Conspirando por un mundo mejor

Publicado el Yolima Vargas Garzón @yoligrilla

Y correrán ríos de miel y leche…

Río Bogotá
Fotógrafo: Daniel Bernal. Fuente: Humedales Bogotá

La campaña del candidato a la alcaldía Enrique Peñalosa sorprendió con una promesa virtual (render). La versión actual de los ríos de miel y leche pero hecha en video, prometiendo convertir al maltratado río Bogotá en el polo y “centro” de desarrollo de una “futura” Bogotá, imitando a ciudades como Londres, New York, Toronto, Washington, Amsterdam o Zurich.

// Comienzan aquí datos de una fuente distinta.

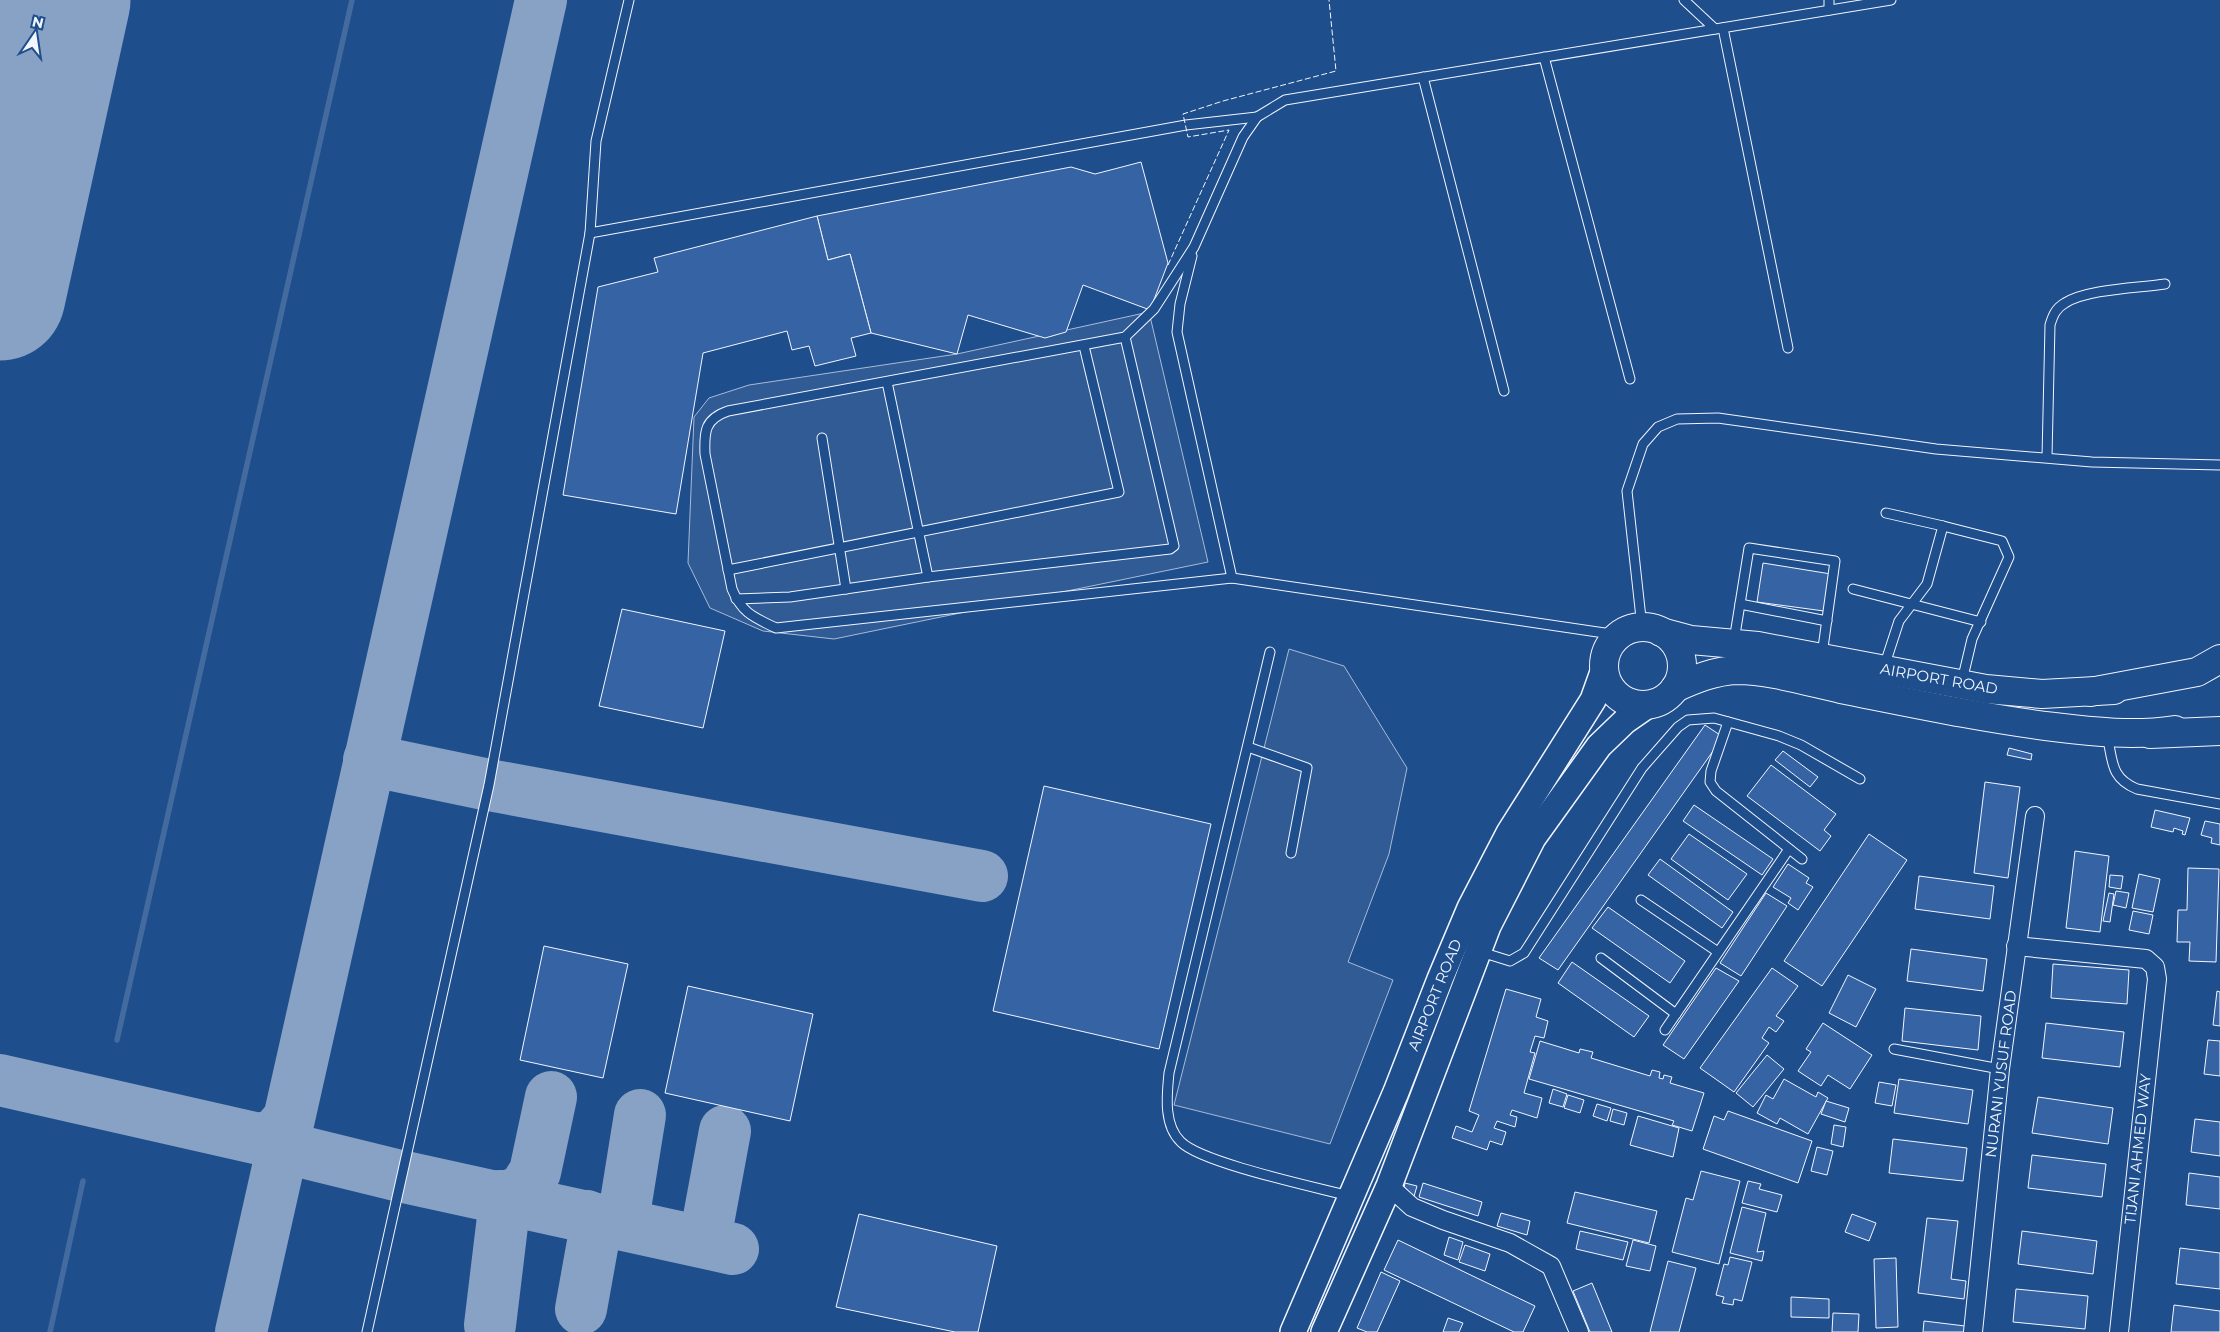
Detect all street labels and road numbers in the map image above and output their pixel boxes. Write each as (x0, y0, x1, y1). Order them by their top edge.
street label: AIRPORT ROAD (1879, 659, 1999, 698)
street label: AIRPORT ROAD (1403, 936, 1466, 1054)
street label: NURANI YUSUF ROAD (1981, 989, 2020, 1159)
street label: TIJANI AHMED WAY (2120, 1072, 2155, 1225)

Una jugada astuta del candidato y una promesa seductora que ha podido enganchar a varios incautos, además de satisfacer un sentimiento generalizado de muchos capitalinos: el clasismo, muchas veces arribismo, que desprecia y rechaza lo autóctono para anhelar e imitar lo externo.

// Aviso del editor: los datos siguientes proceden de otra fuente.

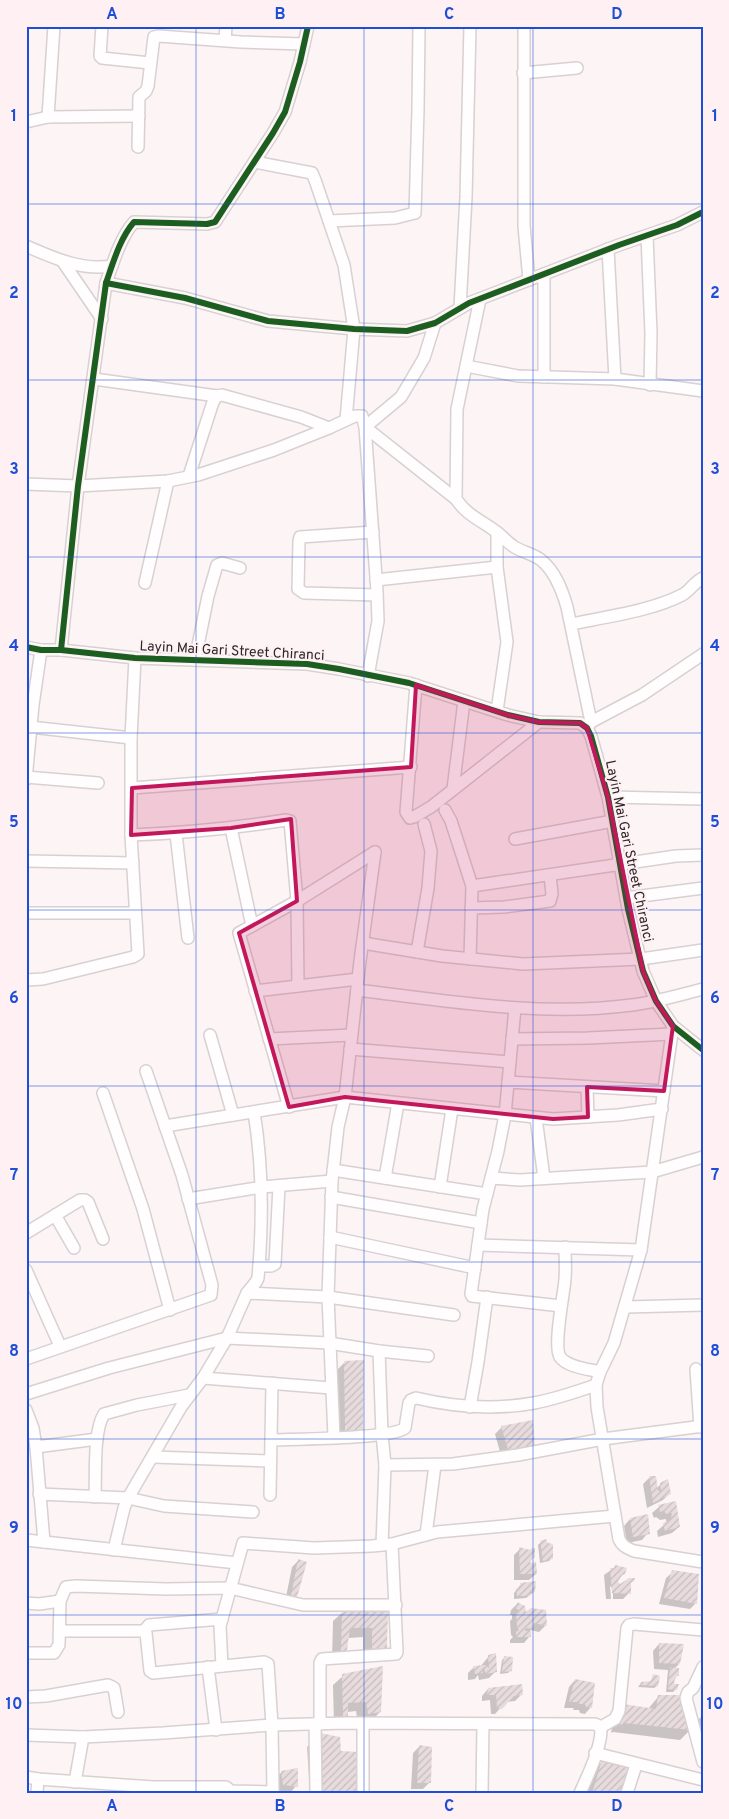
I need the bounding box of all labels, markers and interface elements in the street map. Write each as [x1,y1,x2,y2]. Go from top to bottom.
text: A [106,5,118,25]
text: B [274,5,286,25]
text: C [444,5,454,25]
text: D [611,5,623,25]
text: 1 [11,107,17,127]
text: 1 [712,107,718,127]
text: 2 [9,284,19,304]
text: 2 [710,284,720,304]
text: 3 [9,460,19,480]
text: 3 [710,460,720,480]
text: 4 [9,637,19,657]
text: 4 [710,637,720,657]
street label: Layin Mai Gari Street Chiranci [139,638,325,665]
street label: Layin Mai Gari Street Chiranci [601,759,656,944]
text: 5 [9,813,19,833]
text: 5 [710,813,720,833]
text: 6 [9,989,19,1009]
text: 6 [710,989,720,1009]
text: 7 [10,1166,18,1186]
text: 7 [711,1166,719,1186]
text: 8 [9,1342,19,1362]
text: 8 [710,1342,720,1362]
text: 9 [9,1519,19,1539]
text: 9 [710,1519,720,1539]
text: 10 [6,1695,22,1715]
text: 10 [707,1695,723,1715]
text: A [106,1797,118,1817]
text: B [274,1797,286,1817]
text: C [444,1797,454,1817]
text: D [611,1797,623,1817]

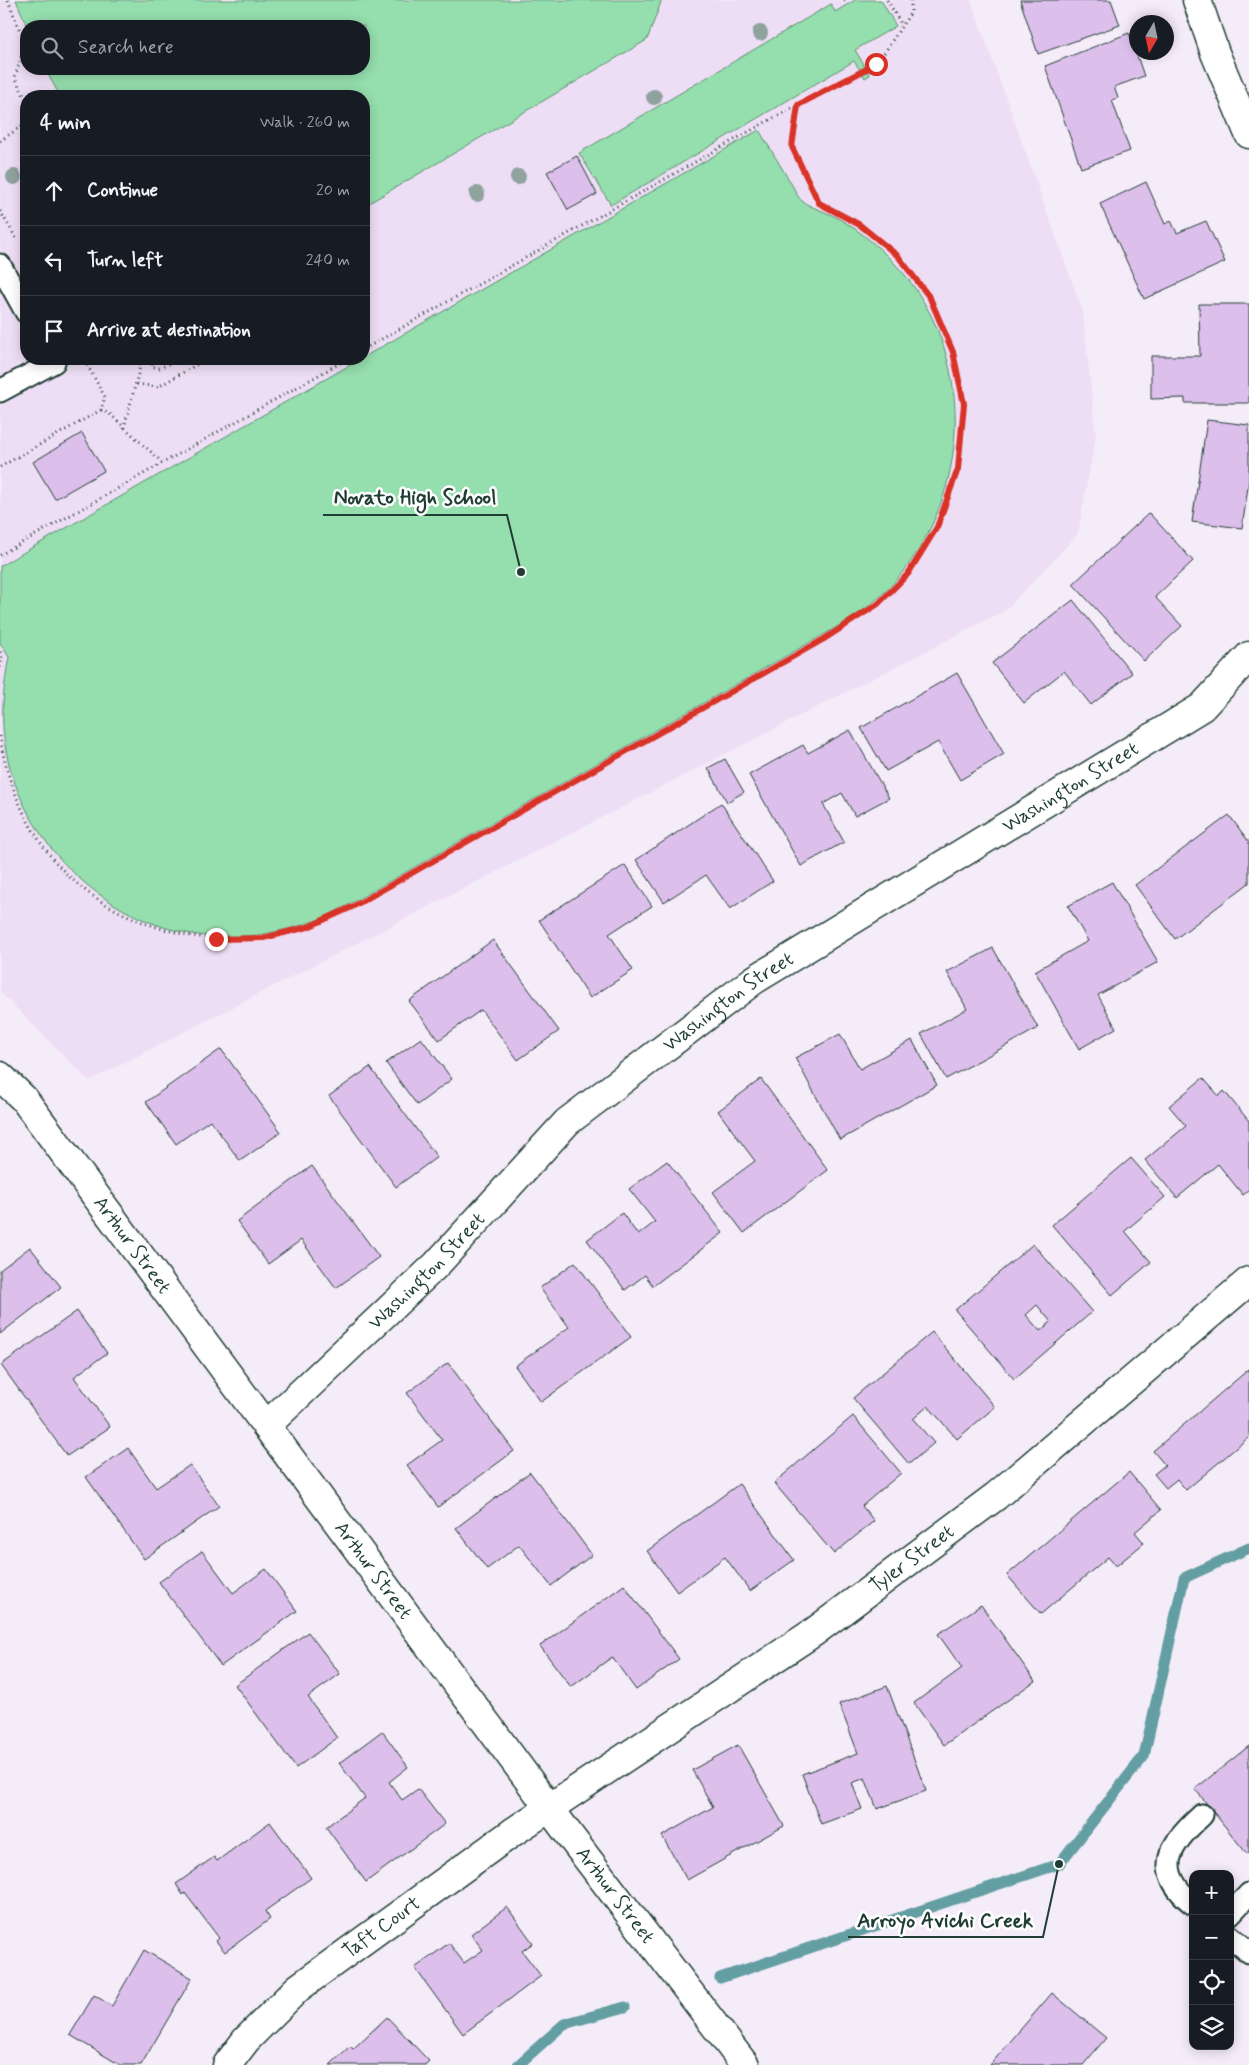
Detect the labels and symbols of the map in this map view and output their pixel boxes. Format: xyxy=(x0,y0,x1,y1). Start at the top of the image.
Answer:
north arrow xyxy=(1129,15,1174,60)
route start xyxy=(865,53,888,76)
callout: Novato High School xyxy=(323,479,507,515)
text: Novato High School xyxy=(334,484,496,514)
street label: Washington Street xyxy=(997,735,1144,839)
route end xyxy=(205,928,228,951)
street label: Washington Street xyxy=(657,945,799,1058)
street label: Arthur Street xyxy=(87,1191,177,1300)
street label: Washington Street xyxy=(362,1206,491,1336)
street label: Arthur Street xyxy=(328,1516,419,1625)
street label: Tyler Street xyxy=(864,1518,960,1600)
street label: Arthur Street xyxy=(569,1841,661,1949)
street label: Taft Court xyxy=(337,1890,426,1965)
callout: Arroyo Avichi Creek xyxy=(848,1901,1043,1937)
text: Arroyo Avichi Creek xyxy=(857,1907,1034,1935)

En contraste, Colombia lleva siglos de padecer efectos negativos de la imposición de lógicas extranjeras. Un ejemplo histórico y tangible es la europeización de la Sabana de Bogotá:

“[…] la Sabana aparecería en estos discursos como un paisaje civilizado y ordenado […] Este discurso del paisaje, permitiría también a la elite bogotana diferenciarse de otras regiones del país que se consideraban bárbaras e insalubres debido a la mezcla de alta temperatura y humedad, vegetación exuberante, fauna hostil y “gentes de todos los colores” (Delgado, 2010) (1)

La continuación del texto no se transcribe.